А погиб Клюев как поэт, по мысли Князева, когда «пошёл в город», когда в нём «проснулся революционер».
«Клюев — умер, потому что он не может существовать без „хвойной купели“, а хвойная купель, доверху наполненная парной и маркой кровью — омут, а не купель…»
Но даже после «смерти» Клюева его книги, наравне с книгами других авторов (подбор у Князева замечательный!), могут послужить, оказывается, своеобразным «пособием»…
«Товарищ, читай книги, написанные до 25-го октября 17-го года — необходимо знать, как нельзя жить и мыслить. Ходи в венерические больницы, дома умалишённых, изучай Достоевских, Толстых, Андреевых, Арцыбашевых, Клюевых… — ибо необходимо перед великой борьбою за обновление человеческой расы (! — С. К.) приобрести потребное для того оружие.
И если перед тобою будут рисовать Русь в виде птицы-тройки, мчащейся неведомо куда и заставляющей все племена и народы почтительно сторониться — вспомни о стомиллионных Индии и Китае, которых признание широкой биологической правды, в ущерб узкой, человеческой, наивысшей для человека, „домчало“ к рабству…»

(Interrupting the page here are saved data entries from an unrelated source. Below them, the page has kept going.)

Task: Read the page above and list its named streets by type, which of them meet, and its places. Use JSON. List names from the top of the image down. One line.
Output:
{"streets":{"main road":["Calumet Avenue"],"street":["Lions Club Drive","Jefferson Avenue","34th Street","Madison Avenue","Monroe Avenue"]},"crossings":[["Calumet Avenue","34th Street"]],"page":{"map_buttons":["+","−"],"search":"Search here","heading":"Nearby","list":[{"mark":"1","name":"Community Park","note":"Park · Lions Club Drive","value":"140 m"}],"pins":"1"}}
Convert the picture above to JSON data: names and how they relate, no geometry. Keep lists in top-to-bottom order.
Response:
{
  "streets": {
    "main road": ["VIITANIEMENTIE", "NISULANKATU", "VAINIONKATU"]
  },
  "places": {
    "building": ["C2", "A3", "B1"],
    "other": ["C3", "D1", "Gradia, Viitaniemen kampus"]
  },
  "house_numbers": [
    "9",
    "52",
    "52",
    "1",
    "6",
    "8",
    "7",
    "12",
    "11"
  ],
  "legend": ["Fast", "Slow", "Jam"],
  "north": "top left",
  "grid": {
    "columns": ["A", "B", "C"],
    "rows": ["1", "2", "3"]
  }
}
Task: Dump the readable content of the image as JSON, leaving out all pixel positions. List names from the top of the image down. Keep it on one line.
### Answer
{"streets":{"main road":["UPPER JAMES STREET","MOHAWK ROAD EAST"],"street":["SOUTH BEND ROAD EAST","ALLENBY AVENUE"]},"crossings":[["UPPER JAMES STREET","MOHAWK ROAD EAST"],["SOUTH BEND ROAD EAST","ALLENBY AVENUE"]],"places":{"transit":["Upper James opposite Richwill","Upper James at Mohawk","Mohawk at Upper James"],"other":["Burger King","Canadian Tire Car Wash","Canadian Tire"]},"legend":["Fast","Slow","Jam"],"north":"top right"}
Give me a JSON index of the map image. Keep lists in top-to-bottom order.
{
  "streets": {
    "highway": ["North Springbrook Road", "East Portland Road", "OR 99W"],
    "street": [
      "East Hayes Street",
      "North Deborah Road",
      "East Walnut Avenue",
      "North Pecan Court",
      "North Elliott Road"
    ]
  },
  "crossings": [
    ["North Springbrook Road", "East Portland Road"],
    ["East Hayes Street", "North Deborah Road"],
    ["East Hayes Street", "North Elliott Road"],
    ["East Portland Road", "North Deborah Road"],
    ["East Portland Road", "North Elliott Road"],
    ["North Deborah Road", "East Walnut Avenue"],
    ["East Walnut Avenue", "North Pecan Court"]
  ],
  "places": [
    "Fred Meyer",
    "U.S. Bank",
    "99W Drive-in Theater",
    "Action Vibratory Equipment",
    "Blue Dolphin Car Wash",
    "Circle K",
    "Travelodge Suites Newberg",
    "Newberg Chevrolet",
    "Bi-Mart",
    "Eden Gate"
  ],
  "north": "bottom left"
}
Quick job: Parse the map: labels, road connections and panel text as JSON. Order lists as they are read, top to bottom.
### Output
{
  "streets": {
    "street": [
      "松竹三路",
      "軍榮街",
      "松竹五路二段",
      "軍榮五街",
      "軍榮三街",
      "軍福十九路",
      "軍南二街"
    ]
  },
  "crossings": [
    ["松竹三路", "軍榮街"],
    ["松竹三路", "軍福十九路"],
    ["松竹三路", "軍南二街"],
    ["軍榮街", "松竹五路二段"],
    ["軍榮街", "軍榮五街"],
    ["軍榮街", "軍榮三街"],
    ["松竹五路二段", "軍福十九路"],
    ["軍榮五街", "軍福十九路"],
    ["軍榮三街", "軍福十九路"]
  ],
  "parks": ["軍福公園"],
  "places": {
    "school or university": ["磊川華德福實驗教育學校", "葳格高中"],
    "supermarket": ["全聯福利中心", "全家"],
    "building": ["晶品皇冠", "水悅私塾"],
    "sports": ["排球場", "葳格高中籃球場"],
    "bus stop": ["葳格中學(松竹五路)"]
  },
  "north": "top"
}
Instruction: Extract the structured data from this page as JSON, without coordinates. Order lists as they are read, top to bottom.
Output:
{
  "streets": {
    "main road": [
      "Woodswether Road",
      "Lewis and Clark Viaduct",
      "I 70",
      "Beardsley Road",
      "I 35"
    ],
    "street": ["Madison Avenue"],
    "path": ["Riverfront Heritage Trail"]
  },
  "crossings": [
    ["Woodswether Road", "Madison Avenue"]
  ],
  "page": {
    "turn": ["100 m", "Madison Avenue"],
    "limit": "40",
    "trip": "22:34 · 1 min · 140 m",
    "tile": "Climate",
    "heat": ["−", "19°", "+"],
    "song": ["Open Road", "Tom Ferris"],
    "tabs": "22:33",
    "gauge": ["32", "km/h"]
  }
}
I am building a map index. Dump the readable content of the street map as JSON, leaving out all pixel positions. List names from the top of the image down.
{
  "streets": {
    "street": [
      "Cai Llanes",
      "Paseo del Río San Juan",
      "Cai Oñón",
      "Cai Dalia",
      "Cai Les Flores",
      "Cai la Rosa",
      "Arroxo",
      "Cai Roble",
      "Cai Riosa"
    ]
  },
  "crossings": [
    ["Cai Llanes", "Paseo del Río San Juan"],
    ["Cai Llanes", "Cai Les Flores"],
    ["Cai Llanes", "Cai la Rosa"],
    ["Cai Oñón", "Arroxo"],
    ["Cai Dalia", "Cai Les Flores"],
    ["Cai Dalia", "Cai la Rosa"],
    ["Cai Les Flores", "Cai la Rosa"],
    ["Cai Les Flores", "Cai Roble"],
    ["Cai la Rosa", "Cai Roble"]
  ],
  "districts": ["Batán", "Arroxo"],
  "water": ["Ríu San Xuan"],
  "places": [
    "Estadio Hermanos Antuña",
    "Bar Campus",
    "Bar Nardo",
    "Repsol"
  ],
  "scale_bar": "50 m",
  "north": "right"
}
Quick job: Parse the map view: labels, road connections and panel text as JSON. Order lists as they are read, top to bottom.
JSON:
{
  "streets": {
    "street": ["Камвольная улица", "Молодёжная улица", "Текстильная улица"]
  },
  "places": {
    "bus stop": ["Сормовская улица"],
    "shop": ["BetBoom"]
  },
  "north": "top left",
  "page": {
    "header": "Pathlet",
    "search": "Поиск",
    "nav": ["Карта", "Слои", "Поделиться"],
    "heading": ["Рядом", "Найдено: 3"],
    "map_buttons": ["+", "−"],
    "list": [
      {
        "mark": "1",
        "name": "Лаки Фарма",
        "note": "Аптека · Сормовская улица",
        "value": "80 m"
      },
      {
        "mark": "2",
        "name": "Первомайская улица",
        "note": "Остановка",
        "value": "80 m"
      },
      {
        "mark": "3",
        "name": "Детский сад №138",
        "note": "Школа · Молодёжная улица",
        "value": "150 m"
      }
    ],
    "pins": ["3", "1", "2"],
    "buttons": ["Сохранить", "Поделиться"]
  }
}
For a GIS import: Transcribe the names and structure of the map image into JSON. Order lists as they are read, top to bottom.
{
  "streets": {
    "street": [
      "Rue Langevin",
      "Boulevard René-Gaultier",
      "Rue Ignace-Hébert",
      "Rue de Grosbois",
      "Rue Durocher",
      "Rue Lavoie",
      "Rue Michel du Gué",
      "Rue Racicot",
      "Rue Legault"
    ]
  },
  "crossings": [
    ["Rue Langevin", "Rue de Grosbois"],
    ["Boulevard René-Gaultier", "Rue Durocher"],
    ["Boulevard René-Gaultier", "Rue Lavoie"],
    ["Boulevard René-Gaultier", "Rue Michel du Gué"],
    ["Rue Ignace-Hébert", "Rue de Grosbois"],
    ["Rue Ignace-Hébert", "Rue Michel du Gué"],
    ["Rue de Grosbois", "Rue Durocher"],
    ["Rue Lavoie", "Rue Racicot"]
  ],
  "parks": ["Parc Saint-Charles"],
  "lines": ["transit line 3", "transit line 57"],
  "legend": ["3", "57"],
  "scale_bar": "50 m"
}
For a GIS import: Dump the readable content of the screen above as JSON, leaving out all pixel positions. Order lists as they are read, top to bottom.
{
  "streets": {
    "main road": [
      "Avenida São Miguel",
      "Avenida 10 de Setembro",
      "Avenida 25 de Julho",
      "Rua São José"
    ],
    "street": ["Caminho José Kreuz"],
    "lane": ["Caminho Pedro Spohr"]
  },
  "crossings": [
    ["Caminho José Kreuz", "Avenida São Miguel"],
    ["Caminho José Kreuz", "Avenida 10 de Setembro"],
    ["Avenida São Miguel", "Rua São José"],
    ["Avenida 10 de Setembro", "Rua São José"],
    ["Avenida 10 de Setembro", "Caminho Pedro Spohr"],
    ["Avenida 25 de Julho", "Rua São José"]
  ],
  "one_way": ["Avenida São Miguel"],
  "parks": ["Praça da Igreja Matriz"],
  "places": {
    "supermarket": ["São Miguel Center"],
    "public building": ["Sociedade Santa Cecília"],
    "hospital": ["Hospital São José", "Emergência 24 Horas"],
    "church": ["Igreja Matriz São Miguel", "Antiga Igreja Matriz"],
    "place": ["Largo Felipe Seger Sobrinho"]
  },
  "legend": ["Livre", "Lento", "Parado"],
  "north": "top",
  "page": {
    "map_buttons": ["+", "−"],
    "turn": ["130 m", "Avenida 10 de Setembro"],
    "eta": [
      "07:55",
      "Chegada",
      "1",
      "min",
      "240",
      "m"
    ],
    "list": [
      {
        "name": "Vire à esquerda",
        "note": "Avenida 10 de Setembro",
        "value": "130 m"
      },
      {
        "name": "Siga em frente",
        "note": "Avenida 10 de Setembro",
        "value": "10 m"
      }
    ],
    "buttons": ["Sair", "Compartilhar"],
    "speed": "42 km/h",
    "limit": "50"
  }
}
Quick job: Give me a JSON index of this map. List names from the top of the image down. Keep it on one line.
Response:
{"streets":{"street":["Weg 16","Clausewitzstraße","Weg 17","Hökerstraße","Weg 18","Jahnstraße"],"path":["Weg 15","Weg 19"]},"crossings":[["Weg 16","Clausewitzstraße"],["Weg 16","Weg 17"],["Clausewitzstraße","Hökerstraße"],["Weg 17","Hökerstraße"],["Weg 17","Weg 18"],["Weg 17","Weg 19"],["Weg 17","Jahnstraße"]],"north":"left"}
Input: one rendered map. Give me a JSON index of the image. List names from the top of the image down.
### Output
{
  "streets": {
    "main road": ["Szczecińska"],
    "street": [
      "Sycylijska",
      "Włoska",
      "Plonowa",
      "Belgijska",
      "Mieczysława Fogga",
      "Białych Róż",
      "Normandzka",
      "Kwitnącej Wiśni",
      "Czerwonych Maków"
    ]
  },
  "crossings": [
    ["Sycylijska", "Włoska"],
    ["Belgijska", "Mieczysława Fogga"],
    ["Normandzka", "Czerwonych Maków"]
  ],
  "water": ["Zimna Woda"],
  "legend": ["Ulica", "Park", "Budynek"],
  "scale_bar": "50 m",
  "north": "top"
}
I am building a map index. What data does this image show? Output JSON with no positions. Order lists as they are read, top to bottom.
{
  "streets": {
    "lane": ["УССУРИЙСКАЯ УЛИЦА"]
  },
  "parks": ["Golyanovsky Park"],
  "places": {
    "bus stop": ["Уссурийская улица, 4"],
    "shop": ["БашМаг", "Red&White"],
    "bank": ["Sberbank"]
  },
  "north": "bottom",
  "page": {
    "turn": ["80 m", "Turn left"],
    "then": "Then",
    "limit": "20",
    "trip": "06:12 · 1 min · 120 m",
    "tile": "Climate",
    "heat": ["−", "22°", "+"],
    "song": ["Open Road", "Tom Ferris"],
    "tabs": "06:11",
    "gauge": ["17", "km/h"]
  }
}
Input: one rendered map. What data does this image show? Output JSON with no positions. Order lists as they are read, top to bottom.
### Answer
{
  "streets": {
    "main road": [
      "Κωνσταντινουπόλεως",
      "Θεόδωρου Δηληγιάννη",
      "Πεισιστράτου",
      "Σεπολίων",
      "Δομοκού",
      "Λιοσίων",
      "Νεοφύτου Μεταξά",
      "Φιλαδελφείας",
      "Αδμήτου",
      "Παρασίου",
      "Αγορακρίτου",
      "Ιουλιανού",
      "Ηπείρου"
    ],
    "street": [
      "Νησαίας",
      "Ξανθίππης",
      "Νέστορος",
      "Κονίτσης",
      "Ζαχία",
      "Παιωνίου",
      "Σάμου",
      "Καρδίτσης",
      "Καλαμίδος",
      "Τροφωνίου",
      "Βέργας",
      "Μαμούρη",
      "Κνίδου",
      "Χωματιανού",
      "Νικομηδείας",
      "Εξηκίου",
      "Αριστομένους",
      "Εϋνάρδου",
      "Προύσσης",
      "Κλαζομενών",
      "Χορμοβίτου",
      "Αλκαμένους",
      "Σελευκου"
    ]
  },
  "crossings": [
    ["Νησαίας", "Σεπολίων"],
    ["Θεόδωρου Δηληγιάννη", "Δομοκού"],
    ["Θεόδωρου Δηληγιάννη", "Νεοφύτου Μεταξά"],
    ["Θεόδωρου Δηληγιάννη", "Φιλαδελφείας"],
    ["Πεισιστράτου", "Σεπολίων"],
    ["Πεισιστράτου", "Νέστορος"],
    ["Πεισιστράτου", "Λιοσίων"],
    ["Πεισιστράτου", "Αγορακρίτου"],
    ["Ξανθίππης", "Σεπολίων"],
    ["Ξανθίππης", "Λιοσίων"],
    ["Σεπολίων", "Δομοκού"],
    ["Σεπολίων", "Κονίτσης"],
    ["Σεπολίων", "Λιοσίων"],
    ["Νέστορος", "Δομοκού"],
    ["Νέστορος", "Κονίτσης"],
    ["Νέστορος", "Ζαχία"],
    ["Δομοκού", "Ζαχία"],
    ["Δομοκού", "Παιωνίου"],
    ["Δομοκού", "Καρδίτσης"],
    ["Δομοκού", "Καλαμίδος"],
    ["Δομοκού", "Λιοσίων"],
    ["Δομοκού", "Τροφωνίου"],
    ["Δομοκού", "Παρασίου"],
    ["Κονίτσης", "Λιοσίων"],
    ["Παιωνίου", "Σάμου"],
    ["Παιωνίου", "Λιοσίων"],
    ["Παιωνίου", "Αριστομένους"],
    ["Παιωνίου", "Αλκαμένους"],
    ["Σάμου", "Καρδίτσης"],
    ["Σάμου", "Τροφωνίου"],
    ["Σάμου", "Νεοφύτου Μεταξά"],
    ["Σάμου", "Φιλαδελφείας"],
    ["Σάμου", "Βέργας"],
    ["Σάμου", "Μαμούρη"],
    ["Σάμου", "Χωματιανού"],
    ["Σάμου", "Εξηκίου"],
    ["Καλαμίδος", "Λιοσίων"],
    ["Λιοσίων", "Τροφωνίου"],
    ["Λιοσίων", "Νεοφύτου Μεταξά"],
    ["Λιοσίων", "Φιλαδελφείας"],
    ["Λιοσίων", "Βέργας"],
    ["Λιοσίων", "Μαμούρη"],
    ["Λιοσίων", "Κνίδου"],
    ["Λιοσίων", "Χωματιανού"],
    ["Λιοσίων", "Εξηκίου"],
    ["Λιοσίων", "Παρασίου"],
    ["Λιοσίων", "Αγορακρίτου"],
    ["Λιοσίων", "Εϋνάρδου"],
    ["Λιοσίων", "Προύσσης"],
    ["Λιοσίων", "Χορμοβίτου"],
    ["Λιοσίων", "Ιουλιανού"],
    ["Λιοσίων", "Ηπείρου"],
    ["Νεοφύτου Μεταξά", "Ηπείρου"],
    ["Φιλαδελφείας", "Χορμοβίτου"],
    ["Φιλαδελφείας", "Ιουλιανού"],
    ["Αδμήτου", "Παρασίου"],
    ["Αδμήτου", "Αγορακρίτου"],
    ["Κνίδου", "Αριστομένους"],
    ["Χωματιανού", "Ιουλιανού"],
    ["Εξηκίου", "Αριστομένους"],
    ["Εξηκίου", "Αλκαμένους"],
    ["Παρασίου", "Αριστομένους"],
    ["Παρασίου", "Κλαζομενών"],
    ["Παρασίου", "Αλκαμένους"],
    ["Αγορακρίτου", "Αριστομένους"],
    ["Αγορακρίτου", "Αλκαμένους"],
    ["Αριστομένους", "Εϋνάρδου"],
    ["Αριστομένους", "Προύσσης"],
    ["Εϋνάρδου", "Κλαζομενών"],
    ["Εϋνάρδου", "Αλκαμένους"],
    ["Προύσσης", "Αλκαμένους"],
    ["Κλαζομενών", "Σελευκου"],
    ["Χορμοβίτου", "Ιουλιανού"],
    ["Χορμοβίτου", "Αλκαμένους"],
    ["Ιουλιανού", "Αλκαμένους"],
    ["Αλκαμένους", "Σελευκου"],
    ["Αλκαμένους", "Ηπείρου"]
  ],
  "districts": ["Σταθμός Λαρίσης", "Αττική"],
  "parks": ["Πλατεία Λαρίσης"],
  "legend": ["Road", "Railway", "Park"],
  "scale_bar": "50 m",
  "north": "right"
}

Князев распаляется с каждой последующей главой своей книги. Он машет направо и налево шашкой красного кавалериста, отдавая при этом должное и силе противника.
«…И в октябрьских своих взлётах Клюев в юркости, маскарадно-придворной приспособляемости, в мимикрии — не повинен ни душою, ни телом! Он создал свой октябрь, собственный свой, клюевский октябрь (ничего общего с настоящим не имеющий), и начал воскурять фимиамы, бить в било, гимнотворствовать и совершать обрядовые „метания“ — перед своим (а не ленинским) октябрём…
…Самое дорогое для Клюева — святое святых его души — октябрьской, святой революцией — поругано, разрушено, стирается с лица земли!
И это нужно было ожидать, это необходимо было предвидеть, такова природа коммунистической революции…»
«Поругано», «разрушено», «стирается», списано в архив, оставлено, в лучшем случае как пособие того, «как нельзя жить и мыслить»… Так в чём же опасность?
А вот в чём: «Пока „богом“ пользуются, как пастухом дождевых туч, как скотским ветеринаром, людским знахарем, сельским агрономом и прочее, в той же плоскости — это ничего.
Но когда „бога“ пытаются провести в Совнарком, снабдив его соответствующими полномочиями и мандатами от 110-ти миллионов его „рабов и овец“, это уже — катастрофа.